When I started writing entries on the theme of “Ike’s Advice Unheeded” many moons ago, I suggested that millions of people died needlessly because Ike’s advice was not taken by those in power.
The advice I cited, if it had been followed, would have averted the French war in Indochina, the US war in Vietnam and the American occupation of Iraq. So you’re saying, “That’s only a few hundred thousand lives at the most.”
OK you’re right, but here’s the clincher. When I first read it I had to sit back in shock and amazement and consider what would have happened if this bit of advice had been heeded. We would live in a completely different world than the one we know today.
“In 1945 Secretary of War Henry L. Stinson, visiting my headquarters in Germany [Ike was then head of NATO], informed me that our government was preparing to drop an atomic bomb on Japan.

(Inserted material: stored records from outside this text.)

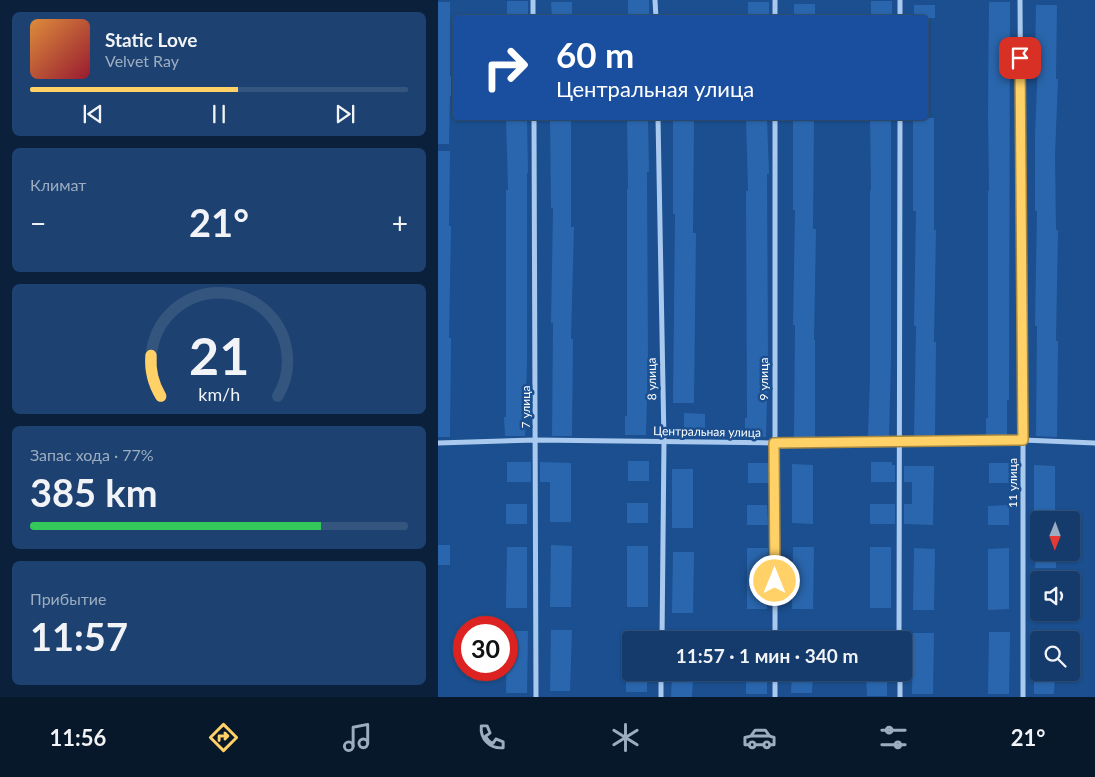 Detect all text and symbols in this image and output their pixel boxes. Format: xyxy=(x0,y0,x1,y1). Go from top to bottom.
text: Static Love xyxy=(105,28,197,51)
text: 60 m xyxy=(556,33,634,75)
icon: right xyxy=(473,35,538,100)
pin xyxy=(999,37,1041,79)
icon: arrive xyxy=(1006,44,1034,72)
text: Velvet Ray xyxy=(105,51,179,70)
text: Центральная улица xyxy=(556,75,754,102)
icon: previous xyxy=(79,100,107,128)
icon: pause xyxy=(205,100,233,128)
icon: next xyxy=(331,100,359,128)
text: Климат xyxy=(30,175,86,194)
text: 21° xyxy=(189,199,249,245)
text: − xyxy=(30,206,46,240)
text: + xyxy=(392,206,408,240)
text: 21 xyxy=(189,324,249,386)
street label: 8 улица xyxy=(644,357,659,401)
street label: 9 улица xyxy=(756,358,771,400)
text: km/h xyxy=(198,383,240,405)
street label: 7 улица xyxy=(518,386,533,428)
street label: Центральная улица xyxy=(653,423,761,440)
text: Запас хода · 77% xyxy=(30,445,154,464)
street label: 11 улица xyxy=(1005,458,1020,508)
text: 385 km xyxy=(30,469,158,515)
north arrow xyxy=(1030,511,1080,561)
map controls xyxy=(1030,511,1080,681)
position arrow xyxy=(748,554,800,606)
button: sound xyxy=(1030,571,1080,621)
text: Прибытие xyxy=(30,589,106,608)
text: 11:57 xyxy=(30,613,128,659)
speed limit sign: 30 xyxy=(453,616,518,681)
button: search xyxy=(1030,631,1080,681)
text: 11:57 · 1 мин · 340 m xyxy=(676,644,858,667)
icon: directions xyxy=(206,720,241,755)
icon: music xyxy=(340,720,375,755)
icon: phone xyxy=(474,720,509,755)
icon: climate xyxy=(608,720,643,755)
icon: car xyxy=(742,720,777,755)
icon: filters xyxy=(876,720,911,755)
text: 11:56 xyxy=(50,724,106,751)
text: 21° xyxy=(1011,724,1045,751)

“I was one of those who felt that there were a number of cogent reasons to question the wisdom of such an act.
“During his recitation of the relevant racts, I had been conscious of a feeling of depression and so I voiced to him my grave misgivings, first on the basis of my belief that Japan was already defeated and that dropping the bomb was completely unnecessary, and secondly because I thought that our country should avoid shocking world opinion by use of a weapon whose employment was, I thought, no longer mandatory as a measure to save American lives.
“It was my belief that Japan was, at that very moment, seeking some way to surrender with a minimum loss of ‘face.’ The secretary was deeply perturbed by my attitude, almost angrily refuting the reasons I gave for my quick conclusions.”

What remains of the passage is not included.